Top of Records supplied

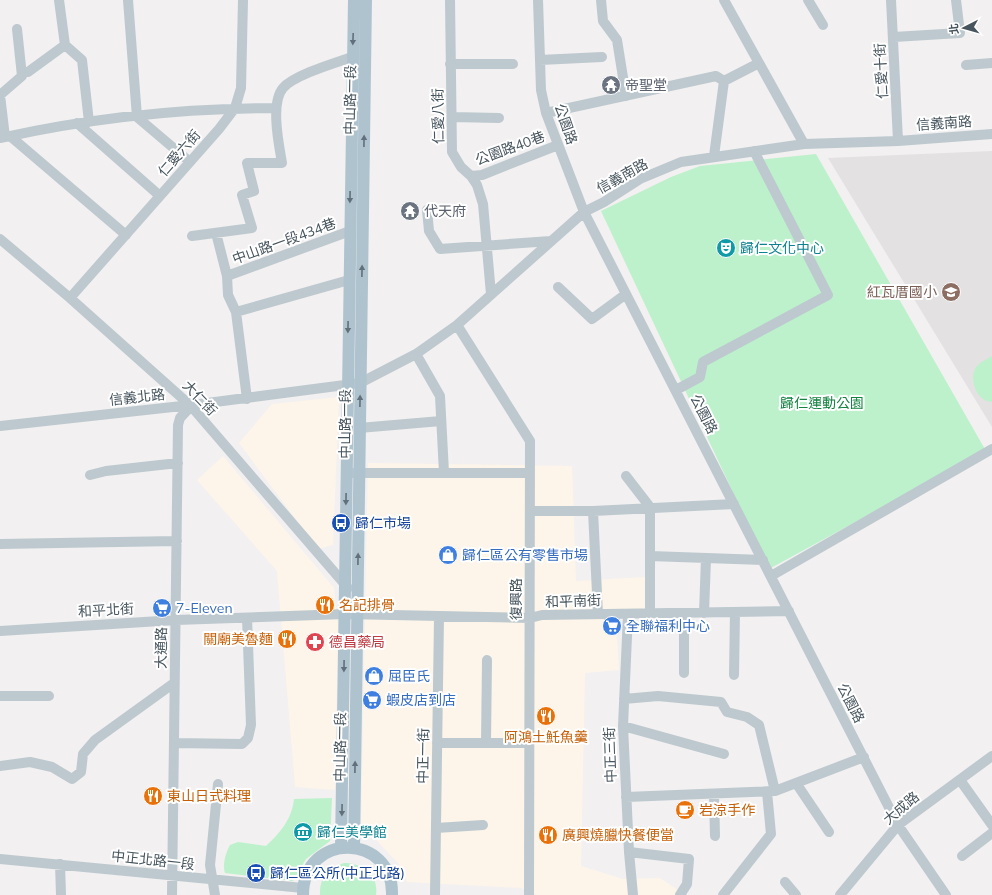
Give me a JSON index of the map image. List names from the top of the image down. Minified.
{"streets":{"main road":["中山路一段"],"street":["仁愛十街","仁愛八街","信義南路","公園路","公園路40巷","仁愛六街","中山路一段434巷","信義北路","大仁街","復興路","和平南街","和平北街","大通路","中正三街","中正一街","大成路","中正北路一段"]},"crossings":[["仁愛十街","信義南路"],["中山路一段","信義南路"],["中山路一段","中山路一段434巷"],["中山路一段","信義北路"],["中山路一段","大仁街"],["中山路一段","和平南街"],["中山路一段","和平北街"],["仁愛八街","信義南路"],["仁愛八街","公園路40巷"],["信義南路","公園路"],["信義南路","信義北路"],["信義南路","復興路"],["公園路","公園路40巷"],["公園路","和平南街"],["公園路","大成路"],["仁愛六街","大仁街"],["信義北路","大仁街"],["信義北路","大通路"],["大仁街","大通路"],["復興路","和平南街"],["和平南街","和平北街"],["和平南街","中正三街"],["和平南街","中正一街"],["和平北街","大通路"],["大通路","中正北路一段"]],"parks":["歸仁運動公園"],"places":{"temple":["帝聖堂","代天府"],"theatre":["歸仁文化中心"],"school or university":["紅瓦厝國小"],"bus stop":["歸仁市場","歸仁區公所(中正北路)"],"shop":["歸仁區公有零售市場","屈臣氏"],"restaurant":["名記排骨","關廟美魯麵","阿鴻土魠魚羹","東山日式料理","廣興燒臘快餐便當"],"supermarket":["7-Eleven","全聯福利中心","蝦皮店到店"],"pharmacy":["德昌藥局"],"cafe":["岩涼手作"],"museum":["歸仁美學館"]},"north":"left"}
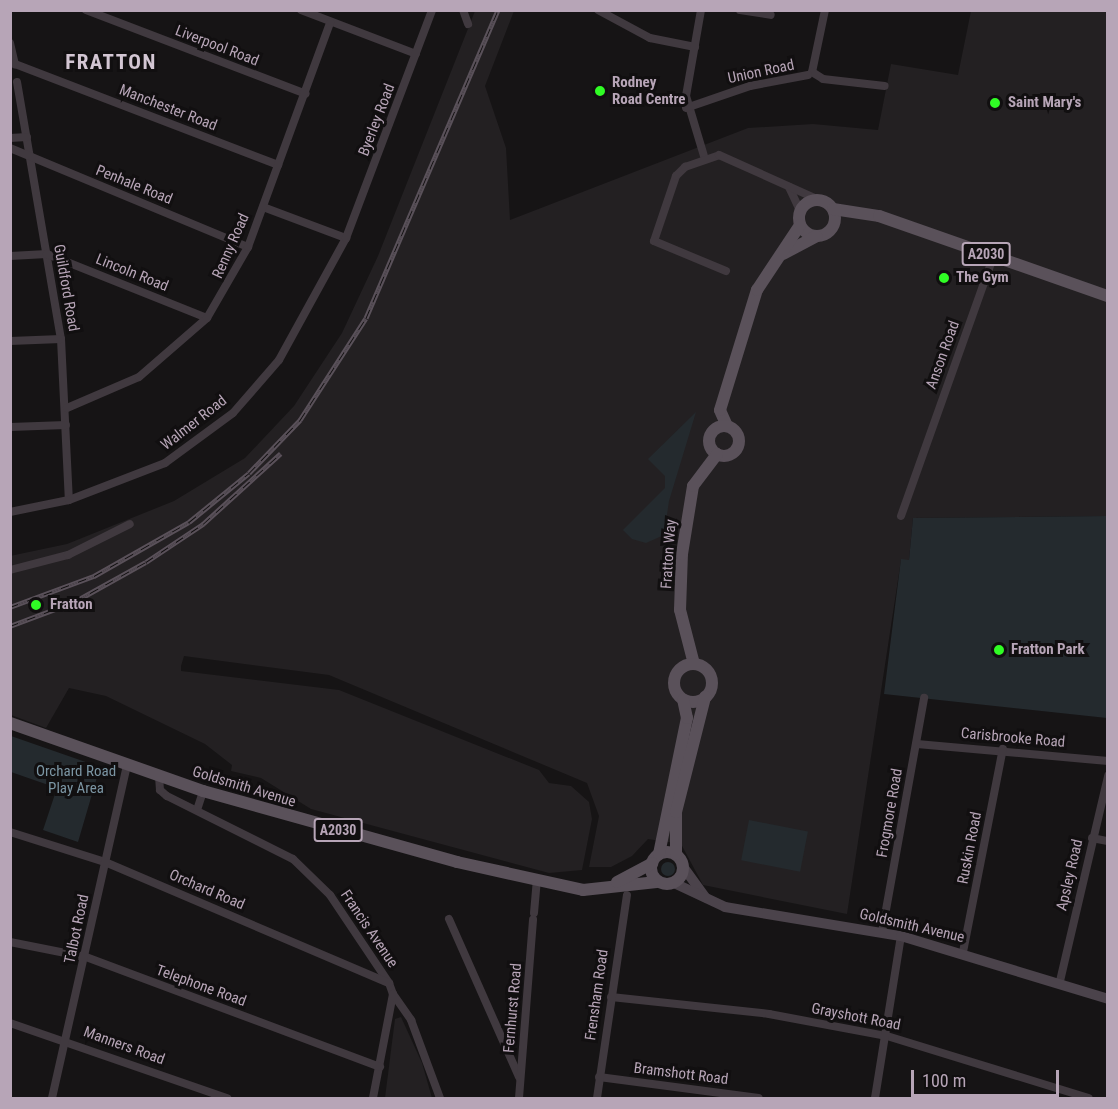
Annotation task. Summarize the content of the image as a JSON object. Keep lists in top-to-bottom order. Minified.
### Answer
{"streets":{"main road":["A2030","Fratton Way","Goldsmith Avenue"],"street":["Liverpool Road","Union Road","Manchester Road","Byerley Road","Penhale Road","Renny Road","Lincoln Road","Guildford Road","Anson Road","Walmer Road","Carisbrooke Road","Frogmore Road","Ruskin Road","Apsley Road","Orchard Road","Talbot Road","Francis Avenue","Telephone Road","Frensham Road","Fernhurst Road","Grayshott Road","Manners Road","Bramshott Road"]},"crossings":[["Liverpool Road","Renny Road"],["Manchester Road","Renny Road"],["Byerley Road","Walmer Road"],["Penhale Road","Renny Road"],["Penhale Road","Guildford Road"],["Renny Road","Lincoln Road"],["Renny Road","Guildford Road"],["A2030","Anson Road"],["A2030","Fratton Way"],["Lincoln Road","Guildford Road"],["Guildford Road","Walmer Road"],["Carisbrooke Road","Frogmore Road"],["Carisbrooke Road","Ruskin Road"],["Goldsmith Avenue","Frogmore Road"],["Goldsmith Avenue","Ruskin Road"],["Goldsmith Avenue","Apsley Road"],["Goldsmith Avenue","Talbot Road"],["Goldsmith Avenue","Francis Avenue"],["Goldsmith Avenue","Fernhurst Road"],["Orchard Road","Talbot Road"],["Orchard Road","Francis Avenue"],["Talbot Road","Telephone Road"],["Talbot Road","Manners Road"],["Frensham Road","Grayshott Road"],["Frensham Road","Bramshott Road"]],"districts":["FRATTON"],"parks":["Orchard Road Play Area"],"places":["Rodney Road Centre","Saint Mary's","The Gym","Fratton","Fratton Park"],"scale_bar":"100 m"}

Bottom of Records supplied

#### Exercise brief
In full and without any pictures, print the listing above exactly.

#### Answer space
Give me a JSON index of the map image. List names from the top of the image down. Minified.
{"streets":{"main road":["中山路一段"],"street":["仁愛十街","仁愛八街","信義南路","公園路","公園路40巷","仁愛六街","中山路一段434巷","信義北路","大仁街","復興路","和平南街","和平北街","大通路","中正三街","中正一街","大成路","中正北路一段"]},"crossings":[["仁愛十街","信義南路"],["中山路一段","信義南路"],["中山路一段","中山路一段434巷"],["中山路一段","信義北路"],["中山路一段","大仁街"],["中山路一段","和平南街"],["中山路一段","和平北街"],["仁愛八街","信義南路"],["仁愛八街","公園路40巷"],["信義南路","公園路"],["信義南路","信義北路"],["信義南路","復興路"],["公園路","公園路40巷"],["公園路","和平南街"],["公園路","大成路"],["仁愛六街","大仁街"],["信義北路","大仁街"],["信義北路","大通路"],["大仁街","大通路"],["復興路","和平南街"],["和平南街","和平北街"],["和平南街","中正三街"],["和平南街","中正一街"],["和平北街","大通路"],["大通路","中正北路一段"]],"parks":["歸仁運動公園"],"places":{"temple":["帝聖堂","代天府"],"theatre":["歸仁文化中心"],"school or university":["紅瓦厝國小"],"bus stop":["歸仁市場","歸仁區公所(中正北路)"],"shop":["歸仁區公有零售市場","屈臣氏"],"restaurant":["名記排骨","關廟美魯麵","阿鴻土魠魚羹","東山日式料理","廣興燒臘快餐便當"],"supermarket":["7-Eleven","全聯福利中心","蝦皮店到店"],"pharmacy":["德昌藥局"],"cafe":["岩涼手作"],"museum":["歸仁美學館"]},"north":"left"}
Annotation task. Summarize the content of the image as a JSON object. Keep lists in top-to-bottom order. Minified.
### Answer
{"streets":{"main road":["A2030","Fratton Way","Goldsmith Avenue"],"street":["Liverpool Road","Union Road","Manchester Road","Byerley Road","Penhale Road","Renny Road","Lincoln Road","Guildford Road","Anson Road","Walmer Road","Carisbrooke Road","Frogmore Road","Ruskin Road","Apsley Road","Orchard Road","Talbot Road","Francis Avenue","Telephone Road","Frensham Road","Fernhurst Road","Grayshott Road","Manners Road","Bramshott Road"]},"crossings":[["Liverpool Road","Renny Road"],["Manchester Road","Renny Road"],["Byerley Road","Walmer Road"],["Penhale Road","Renny Road"],["Penhale Road","Guildford Road"],["Renny Road","Lincoln Road"],["Renny Road","Guildford Road"],["A2030","Anson Road"],["A2030","Fratton Way"],["Lincoln Road","Guildford Road"],["Guildford Road","Walmer Road"],["Carisbrooke Road","Frogmore Road"],["Carisbrooke Road","Ruskin Road"],["Goldsmith Avenue","Frogmore Road"],["Goldsmith Avenue","Ruskin Road"],["Goldsmith Avenue","Apsley Road"],["Goldsmith Avenue","Talbot Road"],["Goldsmith Avenue","Francis Avenue"],["Goldsmith Avenue","Fernhurst Road"],["Orchard Road","Talbot Road"],["Orchard Road","Francis Avenue"],["Talbot Road","Telephone Road"],["Talbot Road","Manners Road"],["Frensham Road","Grayshott Road"],["Frensham Road","Bramshott Road"]],"districts":["FRATTON"],"parks":["Orchard Road Play Area"],"places":["Rodney Road Centre","Saint Mary's","The Gym","Fratton","Fratton Park"],"scale_bar":"100 m"}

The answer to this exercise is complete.